# [WHAT TO DO]
Would you reproduce each line below exactly, leaving every picture out?

(Stored data entries)
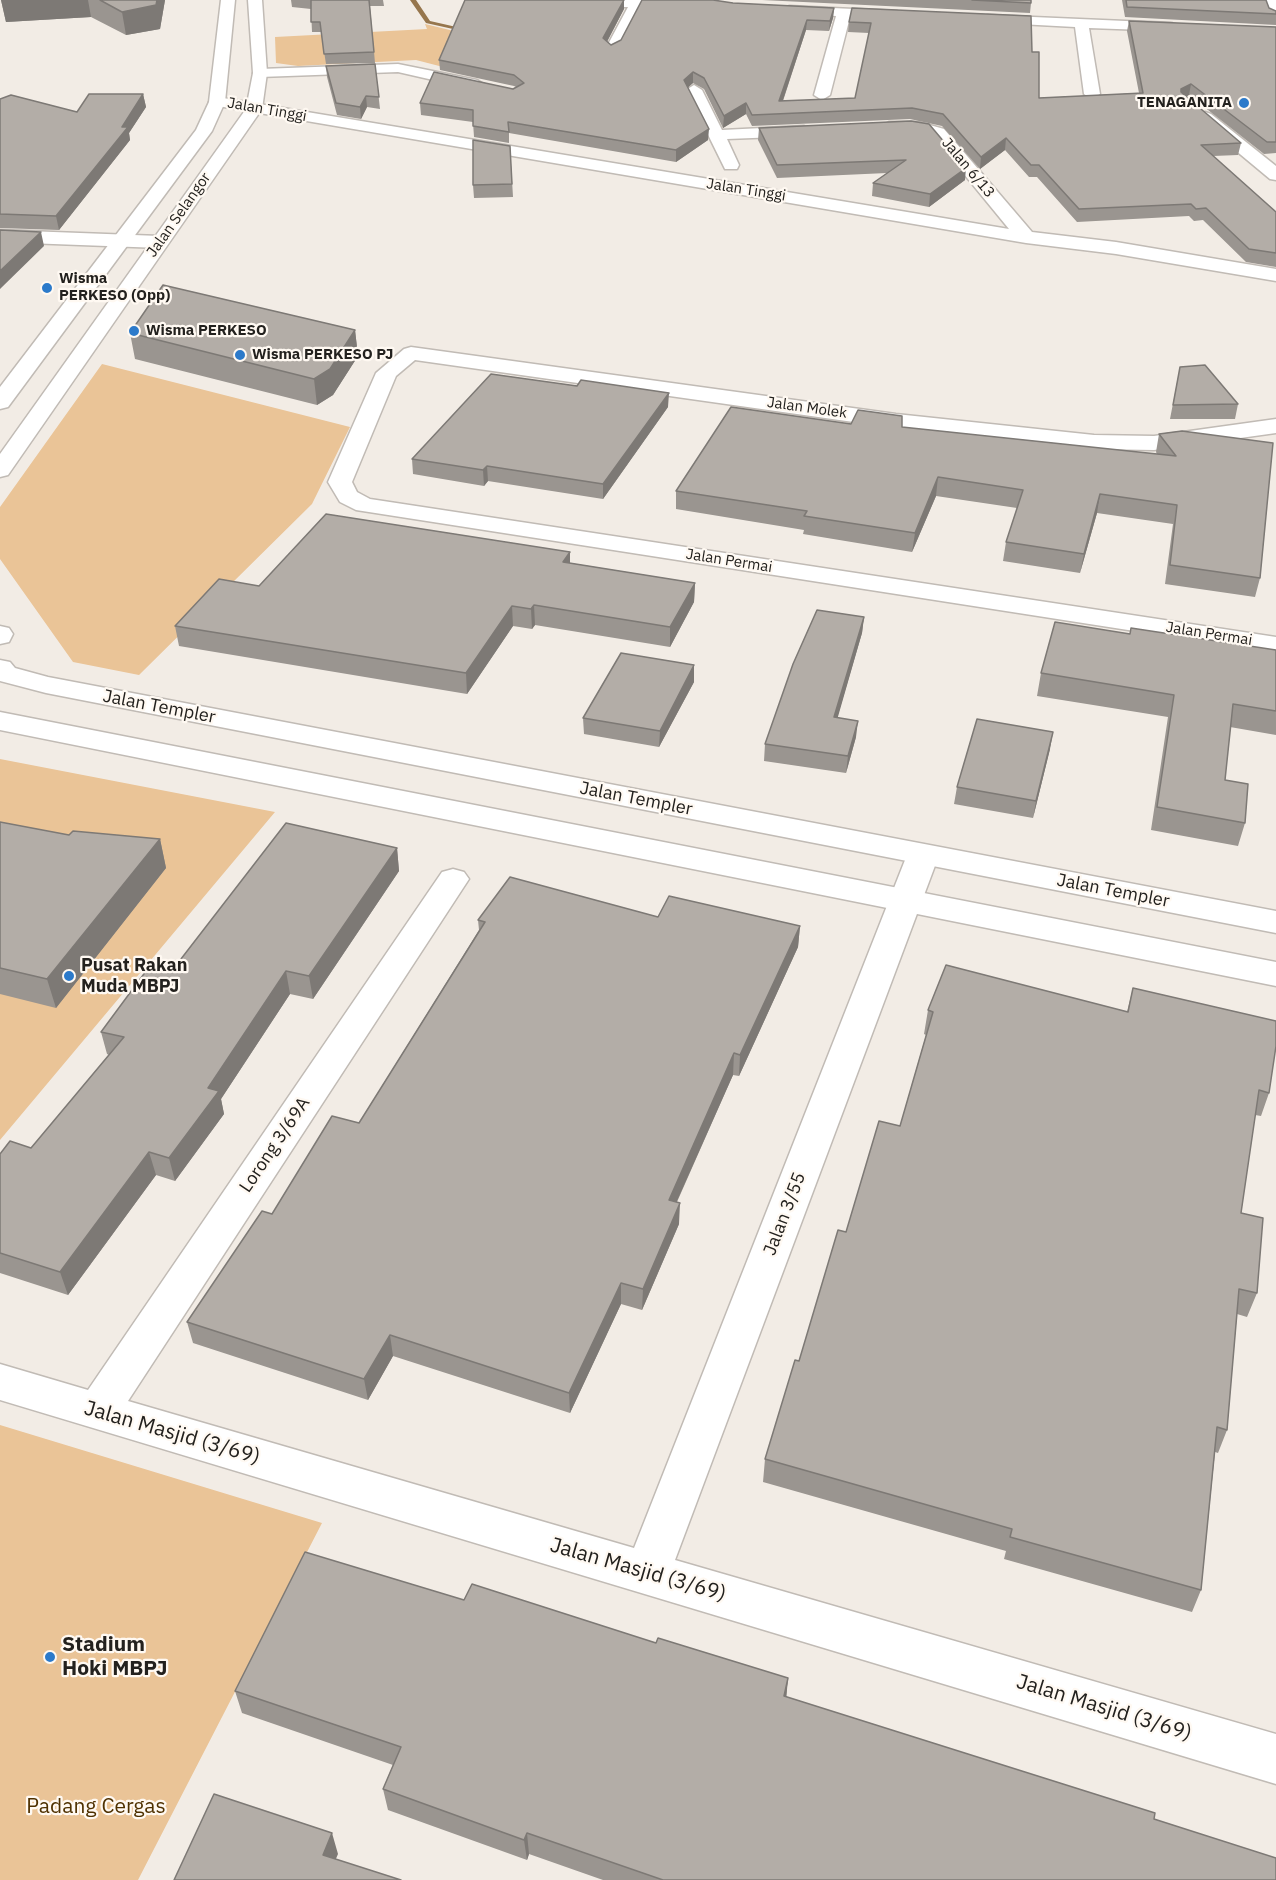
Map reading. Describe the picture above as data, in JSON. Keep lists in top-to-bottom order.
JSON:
{
  "streets": {
    "street": [
      "Jalan Tinggi",
      "Jalan 6/13",
      "Jalan Selangor",
      "Jalan Molek",
      "Jalan Permai",
      "Jalan Templer",
      "Lorong 3/69A",
      "Jalan 3/55",
      "Jalan Masjid (3/69)"
    ]
  },
  "crossings": [
    ["Jalan Tinggi", "Jalan 6/13"],
    ["Jalan Tinggi", "Jalan Selangor"],
    ["Jalan Molek", "Jalan Permai"],
    ["Jalan Templer", "Jalan 3/55"],
    ["Lorong 3/69A", "Jalan Masjid (3/69)"],
    ["Jalan 3/55", "Jalan Masjid (3/69)"]
  ],
  "parks": ["Padang Cergas"],
  "places": [
    "TENAGANITA",
    "Wisma PERKESO (Opp)",
    "Wisma PERKESO",
    "Wisma PERKESO PJ",
    "Pusat Rakan Muda MBPJ",
    "Stadium Hoki MBPJ"
  ]
}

# [THE ANSWER]
Map reading. Describe the picture above as data, in JSON. Keep lists in top-to-bottom order.
JSON:
{
  "streets": {
    "street": [
      "Jalan Tinggi",
      "Jalan 6/13",
      "Jalan Selangor",
      "Jalan Molek",
      "Jalan Permai",
      "Jalan Templer",
      "Lorong 3/69A",
      "Jalan 3/55",
      "Jalan Masjid (3/69)"
    ]
  },
  "crossings": [
    ["Jalan Tinggi", "Jalan 6/13"],
    ["Jalan Tinggi", "Jalan Selangor"],
    ["Jalan Molek", "Jalan Permai"],
    ["Jalan Templer", "Jalan 3/55"],
    ["Lorong 3/69A", "Jalan Masjid (3/69)"],
    ["Jalan 3/55", "Jalan Masjid (3/69)"]
  ],
  "parks": ["Padang Cergas"],
  "places": [
    "TENAGANITA",
    "Wisma PERKESO (Opp)",
    "Wisma PERKESO",
    "Wisma PERKESO PJ",
    "Pusat Rakan Muda MBPJ",
    "Stadium Hoki MBPJ"
  ]
}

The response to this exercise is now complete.